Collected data

╭──

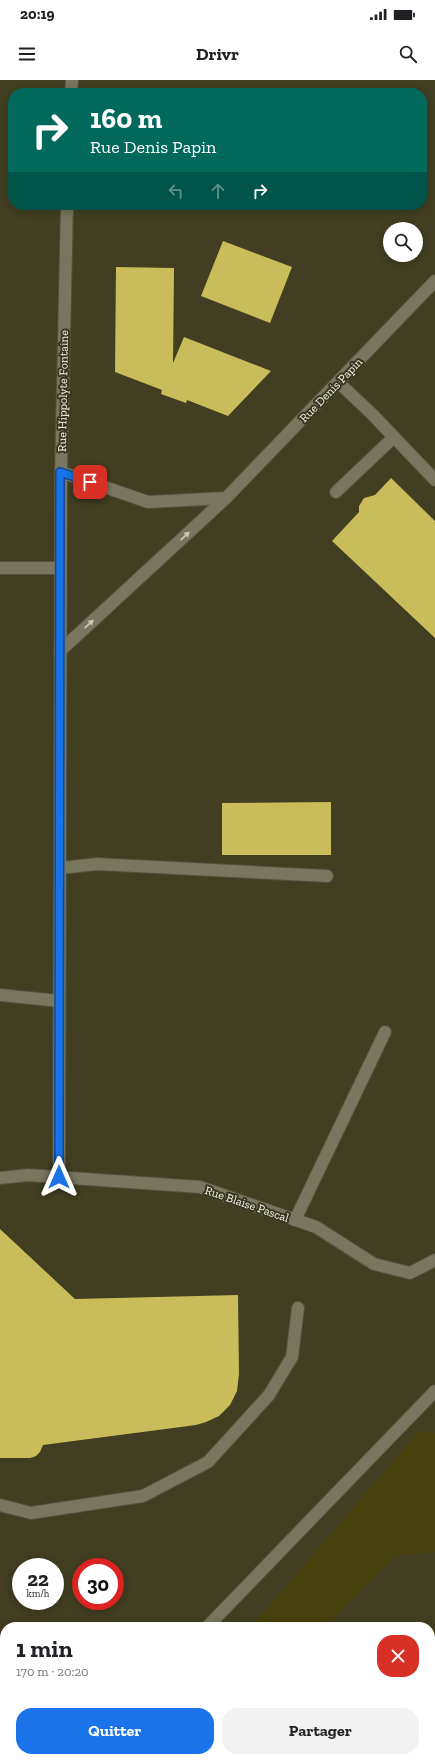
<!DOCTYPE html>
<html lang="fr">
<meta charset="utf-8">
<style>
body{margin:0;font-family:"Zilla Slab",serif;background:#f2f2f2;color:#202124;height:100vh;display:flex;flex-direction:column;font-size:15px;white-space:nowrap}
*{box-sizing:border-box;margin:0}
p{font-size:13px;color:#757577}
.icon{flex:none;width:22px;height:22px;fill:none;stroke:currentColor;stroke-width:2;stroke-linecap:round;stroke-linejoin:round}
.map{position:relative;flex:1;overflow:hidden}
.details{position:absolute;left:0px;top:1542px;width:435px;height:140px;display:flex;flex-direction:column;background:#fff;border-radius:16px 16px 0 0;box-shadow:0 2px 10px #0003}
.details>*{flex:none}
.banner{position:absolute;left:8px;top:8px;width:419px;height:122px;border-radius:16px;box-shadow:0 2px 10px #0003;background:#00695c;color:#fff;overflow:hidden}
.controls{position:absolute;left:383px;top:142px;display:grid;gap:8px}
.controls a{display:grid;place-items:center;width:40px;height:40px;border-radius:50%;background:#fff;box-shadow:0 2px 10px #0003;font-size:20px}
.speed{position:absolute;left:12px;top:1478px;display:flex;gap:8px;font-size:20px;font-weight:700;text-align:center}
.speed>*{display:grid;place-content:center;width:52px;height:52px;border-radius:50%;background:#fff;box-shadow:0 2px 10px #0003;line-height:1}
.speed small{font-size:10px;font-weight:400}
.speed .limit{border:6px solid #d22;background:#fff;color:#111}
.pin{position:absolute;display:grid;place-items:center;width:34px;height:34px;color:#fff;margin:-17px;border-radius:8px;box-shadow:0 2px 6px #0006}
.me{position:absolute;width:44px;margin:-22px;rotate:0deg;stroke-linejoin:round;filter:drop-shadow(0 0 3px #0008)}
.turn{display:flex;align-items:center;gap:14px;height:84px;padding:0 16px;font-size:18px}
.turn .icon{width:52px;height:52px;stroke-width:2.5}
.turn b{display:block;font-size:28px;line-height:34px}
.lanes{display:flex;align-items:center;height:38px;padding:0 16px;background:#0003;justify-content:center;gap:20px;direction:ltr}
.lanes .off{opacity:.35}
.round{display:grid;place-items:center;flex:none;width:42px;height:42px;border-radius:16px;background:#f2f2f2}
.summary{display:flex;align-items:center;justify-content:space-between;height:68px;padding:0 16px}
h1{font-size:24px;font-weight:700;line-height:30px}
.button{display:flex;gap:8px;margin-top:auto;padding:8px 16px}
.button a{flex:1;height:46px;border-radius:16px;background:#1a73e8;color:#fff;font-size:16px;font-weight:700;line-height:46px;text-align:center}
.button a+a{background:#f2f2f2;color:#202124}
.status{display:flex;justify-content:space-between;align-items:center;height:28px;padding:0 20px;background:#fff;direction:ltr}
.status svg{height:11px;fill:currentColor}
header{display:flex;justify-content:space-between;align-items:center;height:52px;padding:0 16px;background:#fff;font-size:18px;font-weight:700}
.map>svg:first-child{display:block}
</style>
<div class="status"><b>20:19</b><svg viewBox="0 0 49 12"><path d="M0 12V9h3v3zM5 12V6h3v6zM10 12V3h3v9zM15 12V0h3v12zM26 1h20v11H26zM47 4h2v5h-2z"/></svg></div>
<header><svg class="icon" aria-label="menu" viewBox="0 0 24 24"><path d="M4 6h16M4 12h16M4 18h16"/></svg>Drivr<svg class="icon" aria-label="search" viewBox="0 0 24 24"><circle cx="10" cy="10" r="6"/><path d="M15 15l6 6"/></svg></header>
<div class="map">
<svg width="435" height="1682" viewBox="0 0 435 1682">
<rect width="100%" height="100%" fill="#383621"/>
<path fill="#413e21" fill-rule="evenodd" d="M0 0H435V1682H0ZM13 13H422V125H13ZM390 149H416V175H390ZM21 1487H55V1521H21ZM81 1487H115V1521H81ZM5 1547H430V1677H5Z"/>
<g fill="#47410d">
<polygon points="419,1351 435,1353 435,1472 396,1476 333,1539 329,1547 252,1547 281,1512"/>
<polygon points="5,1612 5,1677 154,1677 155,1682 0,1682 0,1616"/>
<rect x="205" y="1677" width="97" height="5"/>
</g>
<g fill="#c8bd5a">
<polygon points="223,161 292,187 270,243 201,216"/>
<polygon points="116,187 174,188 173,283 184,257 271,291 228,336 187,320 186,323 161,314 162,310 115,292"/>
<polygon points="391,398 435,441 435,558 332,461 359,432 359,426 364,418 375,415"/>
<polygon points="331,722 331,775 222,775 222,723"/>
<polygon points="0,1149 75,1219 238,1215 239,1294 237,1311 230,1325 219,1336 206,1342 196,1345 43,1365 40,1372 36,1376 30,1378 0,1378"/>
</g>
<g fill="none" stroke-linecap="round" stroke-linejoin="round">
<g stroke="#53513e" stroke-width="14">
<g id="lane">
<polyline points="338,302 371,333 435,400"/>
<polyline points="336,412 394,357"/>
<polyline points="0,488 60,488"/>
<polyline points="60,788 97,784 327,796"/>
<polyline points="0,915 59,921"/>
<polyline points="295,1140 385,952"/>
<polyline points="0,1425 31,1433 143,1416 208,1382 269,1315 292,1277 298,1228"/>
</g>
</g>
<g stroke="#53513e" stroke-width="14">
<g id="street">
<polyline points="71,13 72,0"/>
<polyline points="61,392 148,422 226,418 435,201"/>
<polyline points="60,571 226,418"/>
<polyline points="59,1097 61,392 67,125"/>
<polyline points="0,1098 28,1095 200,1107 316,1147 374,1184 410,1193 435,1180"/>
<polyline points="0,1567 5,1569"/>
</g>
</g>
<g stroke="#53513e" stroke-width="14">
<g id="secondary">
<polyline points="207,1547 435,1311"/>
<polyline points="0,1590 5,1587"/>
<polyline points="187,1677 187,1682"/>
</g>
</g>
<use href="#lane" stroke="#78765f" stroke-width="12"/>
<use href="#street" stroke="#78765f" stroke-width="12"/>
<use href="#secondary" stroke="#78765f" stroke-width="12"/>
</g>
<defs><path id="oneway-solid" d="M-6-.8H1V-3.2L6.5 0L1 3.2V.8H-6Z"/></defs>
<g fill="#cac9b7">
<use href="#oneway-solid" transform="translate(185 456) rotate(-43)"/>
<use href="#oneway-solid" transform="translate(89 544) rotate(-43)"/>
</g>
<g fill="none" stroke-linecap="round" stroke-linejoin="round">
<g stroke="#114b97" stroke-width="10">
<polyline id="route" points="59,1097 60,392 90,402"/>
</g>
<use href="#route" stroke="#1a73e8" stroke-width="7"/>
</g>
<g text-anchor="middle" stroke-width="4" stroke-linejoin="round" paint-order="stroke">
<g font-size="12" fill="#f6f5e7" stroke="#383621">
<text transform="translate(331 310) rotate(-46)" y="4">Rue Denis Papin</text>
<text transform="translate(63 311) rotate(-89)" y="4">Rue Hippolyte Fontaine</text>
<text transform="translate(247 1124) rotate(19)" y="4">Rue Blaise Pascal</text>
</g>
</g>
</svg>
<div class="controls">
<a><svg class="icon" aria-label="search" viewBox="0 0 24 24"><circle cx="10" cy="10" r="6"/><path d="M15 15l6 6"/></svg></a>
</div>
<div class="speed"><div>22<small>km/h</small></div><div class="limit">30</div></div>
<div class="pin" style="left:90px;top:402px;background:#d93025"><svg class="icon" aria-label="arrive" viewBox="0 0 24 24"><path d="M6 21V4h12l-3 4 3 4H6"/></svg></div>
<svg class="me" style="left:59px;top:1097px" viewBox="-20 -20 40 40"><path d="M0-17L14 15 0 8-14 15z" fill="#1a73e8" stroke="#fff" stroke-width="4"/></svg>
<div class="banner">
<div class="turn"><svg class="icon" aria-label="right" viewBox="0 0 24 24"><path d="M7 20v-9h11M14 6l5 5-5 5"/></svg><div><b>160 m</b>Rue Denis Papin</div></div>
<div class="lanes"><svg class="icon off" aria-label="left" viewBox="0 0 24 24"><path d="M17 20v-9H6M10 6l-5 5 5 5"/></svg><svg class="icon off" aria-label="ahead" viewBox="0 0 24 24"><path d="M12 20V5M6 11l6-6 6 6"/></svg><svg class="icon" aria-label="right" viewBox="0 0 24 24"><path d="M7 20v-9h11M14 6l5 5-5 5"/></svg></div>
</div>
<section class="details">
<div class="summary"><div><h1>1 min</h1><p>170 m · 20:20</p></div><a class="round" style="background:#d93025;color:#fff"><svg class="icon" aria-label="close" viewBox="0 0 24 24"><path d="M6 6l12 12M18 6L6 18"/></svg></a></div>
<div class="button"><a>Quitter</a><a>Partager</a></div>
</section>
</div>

╰──

● PROBLEM TO WORK ON:
Find how many lines in the entries include the string "banner", and state only the number.

● TASK ANSWER:
2